Jacobo Bergareche, autor de 'Los días perfectos', un genio de pluma delirante
El escritor triunfa con un libro en el que, inspirado en las cartas de William Faulkner a su amante, traza la curva ascendente del amor y descendiente del tedio
Es un fenómeno en ascenso, un escritor en boca de todos, un pródigo intelectual posmoderno alejado de etiquetas con un titular siempre colgando de los labios. Jacobo Bergareche arrasa. Lo hacen su figura y también su última novela, Los días perfectos (Libros del Asteroide). Aforo completo en el Cooltural Plan que nos permitió desvirtualizar al genio español, autor de uno de los libros del año. Y sí, su delirante ingenio está a la altura de su prosa.
Ya había escrito Playas y Estaciones de Regreso, pero su última obra ha traído a la conversación ese gran tema de la literatura, el amor, pero incluyendo también su reverso, el tedio. Todo empezó en Austin (Texas), en el Harry Ransom Center, un fabuloso archivo literario que es como la biblioteca de Alejandría del siglo XX. Allí, Jacobo Bergareche descubrió las cartas que William Faulkner escribió a su amante, Meta Carpenter, a lo largo de una relación de 30 años. Con ese punto de partida, Jacobo traza la curva del amor, desde la ascendente de pasión y fuego –en la que todo es imaginación y fantasía– pasando por la parte más mecánica hasta llegar al silencio, la indiferencia y luego la construcción del recuerdo y la melancolía.
Están sus escritos salpicados de la delirante huida hacia delante de Kerouac, pero hay en ellos un humor enajenado y frenético. Y es que dice Bergareche que «el humor es la cortesía del que escribe con honestidad sobre lo amargo». Por eso a él le gusta establecer un reflejo, poner «un espejo en el que vernos reflejados», pero suavizarlo con el humor: «Si hurgas en las heridas de la gente debes tener esa cortesía».
Para orientar su vida, quiso seguir el ejemplo del hermano de un amigo de su madre, Alfonso Gortázar. «Un pintor de Bilbao que tenía el pelo largo y 20.000 vinilos en su casa, al que le gustaba Led Zeppelin y hacía lo que le daba la gana. Llegaba a mi casa y no sabía cuándo se iba a ir ni cuándo volvía ni cuándo se iba a acostar... y hacía unos cuadros rarísimos. Yo pensaba que tenía el superpoder de hacer lo que le daba la gana y quería ser él», confiesa Bergareche a la vez que descubre que puede haber llegado ahí, extravagancias y locuras incluidas.

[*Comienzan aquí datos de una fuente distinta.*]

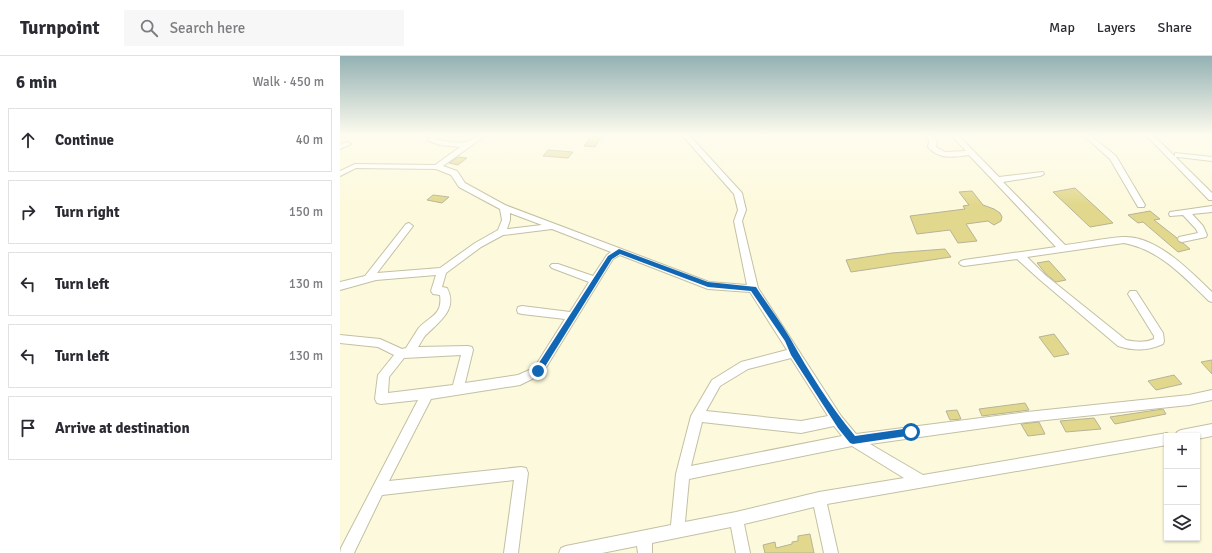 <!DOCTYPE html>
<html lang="en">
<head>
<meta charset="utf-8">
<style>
  :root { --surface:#fff; --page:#f7f7f7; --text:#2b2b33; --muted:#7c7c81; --line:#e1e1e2 }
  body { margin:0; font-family:Signika,sans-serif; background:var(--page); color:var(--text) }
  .controls { position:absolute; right:12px; bottom:12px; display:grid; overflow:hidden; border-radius:0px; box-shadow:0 1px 3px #0004 }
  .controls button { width:36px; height:36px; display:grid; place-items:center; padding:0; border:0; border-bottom:1px solid var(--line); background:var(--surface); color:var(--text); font:20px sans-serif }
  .stop { position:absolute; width:12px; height:12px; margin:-9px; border:3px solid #1267b4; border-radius:50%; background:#fff }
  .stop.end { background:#1267b4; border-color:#fff; box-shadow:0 1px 4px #0008 }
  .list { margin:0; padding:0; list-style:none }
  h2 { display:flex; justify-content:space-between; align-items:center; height:52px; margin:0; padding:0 16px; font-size:17px }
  h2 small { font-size:13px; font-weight:400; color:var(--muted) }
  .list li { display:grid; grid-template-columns:26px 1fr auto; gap:12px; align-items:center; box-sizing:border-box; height:64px; margin:0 8px 8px; padding:0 8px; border:1px solid var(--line); border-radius:0px }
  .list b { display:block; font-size:15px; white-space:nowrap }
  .list em { font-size:13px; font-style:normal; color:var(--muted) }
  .icon { flex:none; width:22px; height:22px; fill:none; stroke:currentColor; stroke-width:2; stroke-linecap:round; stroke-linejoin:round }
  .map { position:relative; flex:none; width:872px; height:497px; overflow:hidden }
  header { display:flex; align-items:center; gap:24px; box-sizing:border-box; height:56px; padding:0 20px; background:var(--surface); border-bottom:1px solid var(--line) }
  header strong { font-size:19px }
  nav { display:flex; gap:22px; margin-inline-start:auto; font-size:14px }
  .search { width:280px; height:36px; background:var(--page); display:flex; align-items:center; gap:10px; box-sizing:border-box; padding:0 14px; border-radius:0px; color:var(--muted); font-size:15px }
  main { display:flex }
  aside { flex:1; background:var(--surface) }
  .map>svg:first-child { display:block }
  .building { fill:#e1d88d; stroke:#b6b397 }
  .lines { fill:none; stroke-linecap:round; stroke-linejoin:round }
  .minor-casing { stroke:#c3c0a3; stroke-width:2 }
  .minor { fill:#fff; fill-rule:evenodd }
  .route { fill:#1267b4 }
</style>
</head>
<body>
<header>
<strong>Turnpoint</strong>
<div class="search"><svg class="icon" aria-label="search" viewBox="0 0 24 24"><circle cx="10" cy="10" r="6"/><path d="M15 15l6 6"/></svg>Search here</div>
<nav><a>Map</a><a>Layers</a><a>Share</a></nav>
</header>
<main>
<aside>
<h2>6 min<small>Walk · 450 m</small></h2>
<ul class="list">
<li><svg class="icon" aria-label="ahead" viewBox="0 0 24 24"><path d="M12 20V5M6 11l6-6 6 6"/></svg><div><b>Continue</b></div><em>40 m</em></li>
<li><svg class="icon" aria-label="right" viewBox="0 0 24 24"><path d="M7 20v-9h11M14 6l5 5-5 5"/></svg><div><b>Turn right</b></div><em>150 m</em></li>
<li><svg class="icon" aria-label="left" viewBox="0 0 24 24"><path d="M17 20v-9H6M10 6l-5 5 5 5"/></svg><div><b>Turn left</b></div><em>130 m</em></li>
<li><svg class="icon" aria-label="left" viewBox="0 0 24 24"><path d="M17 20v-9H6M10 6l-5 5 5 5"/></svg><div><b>Turn left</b></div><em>130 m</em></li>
<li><svg class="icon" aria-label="arrive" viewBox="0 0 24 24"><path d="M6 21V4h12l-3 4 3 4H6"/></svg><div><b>Arrive at destination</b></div></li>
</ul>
</aside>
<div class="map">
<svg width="872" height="497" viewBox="0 0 872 497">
  <rect width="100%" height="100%" fill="#fdf9dc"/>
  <path class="building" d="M251 81H261L255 91 244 90Z
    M208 94 233 96 228 102 203 100Z
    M118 101 127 102 118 109 109 107Z
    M735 132 773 167 750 171 713 136Z
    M632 135 643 149 654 153 660 157 662 161 661 165 654 169 648 165 626 168 637 185 618 187 610 174 577 178 570 160 625 153 623 150 629 149 619 136Z
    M93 139 109 141 102 147 87 144Z
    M810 155 820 163 814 164 837 182 839 186 843 187 850 193 838 196 803 166 798 167 788 159Z
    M605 193 611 201 511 216 506 204 552 197Z
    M709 205 726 224 716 226 706 218 697 207Z
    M714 278 729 298 714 301 699 281Z
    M872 304V318L861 306Z
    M834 319 842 328 816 334 808 325Z
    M685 347 689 354 642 360 639 353Z
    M823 353 826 358 775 368 770 361Z
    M617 354 621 363 610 364 606 355Z
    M754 362 761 373 726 376 720 365Z
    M699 366 705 378 688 380 681 368Z
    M470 478 474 497H425L423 489 435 486 436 492 452 488V486L458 485V480Z"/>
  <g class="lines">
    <defs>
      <path id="minor" d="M88 79H94L95 83C101 85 120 88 126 86 135 84 135 79 146 79L103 110 117 115 125 127 165 149 369 226 407 229 394 165 398 154 394 138 342 79H349L402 137 406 154 402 165 418 232 501 360 516 378 687 356 849 339 872 334V344L849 349 687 366 530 388 583 419 827 377 832 380H827V389L487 448 498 497H484L474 451 404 468 410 497H396L391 471 312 487V497H298L297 490 262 497H219L221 492 226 490 331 469 336 418 351 360 372 324 401 306 447 294 410 236 368 233 280 199 273 203 202 318 180 329 91 343 49 425 181 411 186 412 188 417 178 497H164L174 424 42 439 14 497H0L1 492 78 344 41 348 37 347 35 343 38 319 54 299 38 291 0 287V279L40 283 62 293 66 292C70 286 74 279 78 273 89 260 103 260 100 239L93 238 91 235 96 219 36 224 0 234V226L25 220 66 168 69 167 73 170 37 217 100 212 135 187 158 174 162 164 160 153 119 131 111 119 96 113 16 112 0 120V115L15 108 95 109 120 91 100 89 89 85ZM170 157 202 169 167 173 170 164ZM212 173 271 196 267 199 253 220 218 208H212L210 210 212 212 249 226 230 256 182 250 178 251 177 254 178 257 182 258 225 263 194 312 178 319 125 327 133 294 132 291 128 290 78 291C81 287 83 281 87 278 100 265 118 253 107 232L102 231 106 217 141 191 163 179ZM121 299 113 329 48 337 49 321 64 302ZM451 302 488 360 461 365 366 355 380 330 408 313ZM362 366 461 377 494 370 502 380 351 410ZM512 390 564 422 479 436 396 456 345 466 349 423Z
        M586 79H592L597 85 596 91 605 96 626 95 611 79H618L659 121 703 116 704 118 700 120 663 126 725 189C744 187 763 182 783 181 816 179 850 215 872 236V246L869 245C843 220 820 194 784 187L687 201 705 219 786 284C795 286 805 287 814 283V280L788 238 790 235H796L823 277 824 285 823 288C807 295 794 295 778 290L699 223 677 203 624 210 621 209 619 207 621 205 624 204 716 191 629 99C615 101 599 104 588 91L589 85Z
        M743 79H750L776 100 805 149 804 151H798L770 103Z
        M806 79H813L872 137V144H869Z
        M7 86 11 88 0 93V88Z
        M835 97 872 101V105L838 101H835Z
        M872 150V156L852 158 863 170 867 179 866 181 842 186 839 185 838 183 839 181 858 177 856 173 843 159 830 160 829 158 830 156Z
        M872 368V380L857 383V380H835L837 376 841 374Z"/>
    </defs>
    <use href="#minor" class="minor-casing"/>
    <use href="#minor" class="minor"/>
  </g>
  <linearGradient id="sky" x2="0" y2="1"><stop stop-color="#94b1b3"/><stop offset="0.53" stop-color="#fefcef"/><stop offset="1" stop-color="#fefcef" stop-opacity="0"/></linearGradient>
  <rect width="872" height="149" fill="url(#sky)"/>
  <path class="route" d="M279 193 368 226 416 231C427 248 440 265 450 282 469 316 490 350 515 380L571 372 574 373V379L513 388 510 387 498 372 451 299 445 285 411 235 368 231 280 198 272 203 201 317H195V313L268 200Z"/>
</svg>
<div class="controls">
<button>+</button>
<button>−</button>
<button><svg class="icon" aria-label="layers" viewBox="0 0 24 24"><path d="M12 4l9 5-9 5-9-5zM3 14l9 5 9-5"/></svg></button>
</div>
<div class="stop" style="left:571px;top:376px"></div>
<div class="stop end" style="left:198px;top:315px"></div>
</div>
</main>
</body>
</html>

En su momento para convencer a su mujer de que se mudaran a vivir a Austin, la llevó al Harry Ransom Center, donde vieron el manuscrito de El principio, de El hombre que fue jueves de Chesterton, cartas de Jean Cocteau, la copia original de Las flores del mal de Baudelaire... «Son cosas increíbles que tener en tus manos para cualquiera a quien le guste la literatura». Y allí se fueron, porque a pesar de la historia en curva descendente que traza en su novela, a él el amor le funciona, siempre y cuando negocie «el tedio» (uno de sus grandes temas) y acepte la cuota que le corresponde. En su opinión, «tras una infidelidad no es tanto el deseo sexual lo que hay, sino el deseo de asomarse a una vida que pudo haber sido. Como decir: 'Lo que soy ahora es lo que voy a ser ya para siempre', y sentir vértigo. Llega un momento en que uno se ha definido y muchas puertas se han cerrado. Eso puede ser aterrador».
Aunque Bergareche se define «voluble como un día cantábrico», a veces tiene «un día logrado»: «Es un día en el que todo encaja y tiene sentido y tienes una especie de epifanía sobre la plenitud de tu existencia. Una plenitud que no tiene que ver tanto con la felicidad sino con darte cuenta de que todo vale la pena». De hecho, su mujer no ha leído Los días perfectos porque en su vida en pareja no entra su vida como creativos. «Se leyó hasta la anécdota del humidificador [no hay spoilers en este artículo], que nos generó una discusión... Con el anterior libro me dejó de hablar 15 días. La decisión es que estamos divorciados como artistas».